Si vous écoutez attentivement une chanson comme “Passer By” sur le premier album de Mattafix, vous vous rendez compte que le titre “New Age” (ndlr: présent sur l’album solo de Marlon Roudette) n’est pas si différent. Mattafix était le résultat de plusieurs styles. Mais peut-être que j’ai l’impression que ma musique a évolué du fait de la contribution personnelle assez conséquente que j’ai dû apporter pour ce nouvel album. Plusieurs membres de mon entourage et quelques journalistes qui ont écouté l’album me disent qu’ils entendent quelques éléments du “son Mattafix”. Mais comme je l’ai dit, le nouvel album est bien plus personnel. C’est la musique qui prime. C’est un aspect que j’avais très envie de développer. Dans ce but, j’ai travaillé avec de nombreux compositeurs, plus traditionnels dans leur approche musicale. Je n’ai fait qu’y ajouter mon côté moins soigné, issu de la rue, par la suite.

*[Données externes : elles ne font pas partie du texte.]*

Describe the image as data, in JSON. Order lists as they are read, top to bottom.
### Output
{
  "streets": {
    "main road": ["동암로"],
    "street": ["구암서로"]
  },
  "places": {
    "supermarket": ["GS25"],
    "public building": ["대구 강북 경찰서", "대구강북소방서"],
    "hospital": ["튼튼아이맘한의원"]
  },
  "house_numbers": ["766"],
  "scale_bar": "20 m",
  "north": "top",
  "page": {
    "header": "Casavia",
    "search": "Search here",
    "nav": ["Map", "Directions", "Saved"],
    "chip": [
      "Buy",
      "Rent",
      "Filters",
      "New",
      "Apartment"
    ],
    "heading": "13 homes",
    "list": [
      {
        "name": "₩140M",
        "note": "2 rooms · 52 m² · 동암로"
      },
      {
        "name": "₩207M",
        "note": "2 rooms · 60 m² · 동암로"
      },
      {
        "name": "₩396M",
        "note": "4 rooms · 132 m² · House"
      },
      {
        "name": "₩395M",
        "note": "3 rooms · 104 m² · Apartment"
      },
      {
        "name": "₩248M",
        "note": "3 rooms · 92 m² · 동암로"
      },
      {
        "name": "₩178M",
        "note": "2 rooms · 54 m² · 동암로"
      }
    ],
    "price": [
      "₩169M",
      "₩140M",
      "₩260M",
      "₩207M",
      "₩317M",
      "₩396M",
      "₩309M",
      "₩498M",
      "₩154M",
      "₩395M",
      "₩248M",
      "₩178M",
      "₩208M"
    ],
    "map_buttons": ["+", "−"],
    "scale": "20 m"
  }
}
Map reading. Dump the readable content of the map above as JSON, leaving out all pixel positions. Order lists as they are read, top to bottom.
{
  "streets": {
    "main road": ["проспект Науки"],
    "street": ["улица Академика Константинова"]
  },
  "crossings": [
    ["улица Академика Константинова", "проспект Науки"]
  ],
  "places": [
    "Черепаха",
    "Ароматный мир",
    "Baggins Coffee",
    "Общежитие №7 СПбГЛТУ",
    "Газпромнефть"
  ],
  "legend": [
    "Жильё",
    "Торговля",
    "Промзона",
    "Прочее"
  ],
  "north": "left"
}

Pourquoi avoir décidé de quitter Mattafix et se lancer en solo ?
Je suis parti du groupe tout d’abord pour des raisons logistiques. La créativité de Mattafix s’était essoufflée. Preetesh Hirji et moi-même étions en quelque sorte emprisonnés dès que nous étions en studio. Pour nous, il était devenu évident qu’il fallait se séparer.. Ca m’a fait mal au coeur. La transition n’a pas été facile pour moi. Mais une fois que mes chansons ont commencé à circuler et que j’ai commencé à avoir des retours dessus, je me suis rendue compte que c’était définitivement la bonne solution.
Votre nouvel album s’appelle “Matter Fixed”. Est-ce un clip d’oeil à Mattafix ?
Absolument. Je ne sentais pas prêt à quitter le groupe. Ensemble, nous sommes partis en tournée dans le monde entier. Nous avons écrit des chansons extraordinaires. Nous avons passé des moments formidables. Je suis une sorte de leader de groupe malgré moi. Quand j’étais petit, je n’étais pas le genre d’enfant à s’entraîner devant un miroir avec un faux micro dans les mains. Je ne me suis jamais vu faire ça. J’adore avoir une équipe. Je travaille mieux avec des gens autour de moi. Je suis plus un collaborateur. Je n’étais pas prêt à lâcher tout ça. C’est aussi une expression aux Caraïbes. Elle a un sens très important pour beaucoup de personnes là-bas. Voilà pourquoi j’y suis attaché.
Vous sentez-vous à l’aise avec le fait d’être seul maintenant sur scène ?
Oui, mais je pense que je ne l’aurais pas fait si ces chansons n’étaient pas les miennes et si ma créativité n’était pas là à 100%. Je ne pense pas avoir la voix qu’il faut pour interpréter les chansons de quelqu’un d’autre. Mais je me suis tellement investi dans cet album et dans l’histoire qu’il raconte que c’est plus facile pour moi d’être seul sur scène.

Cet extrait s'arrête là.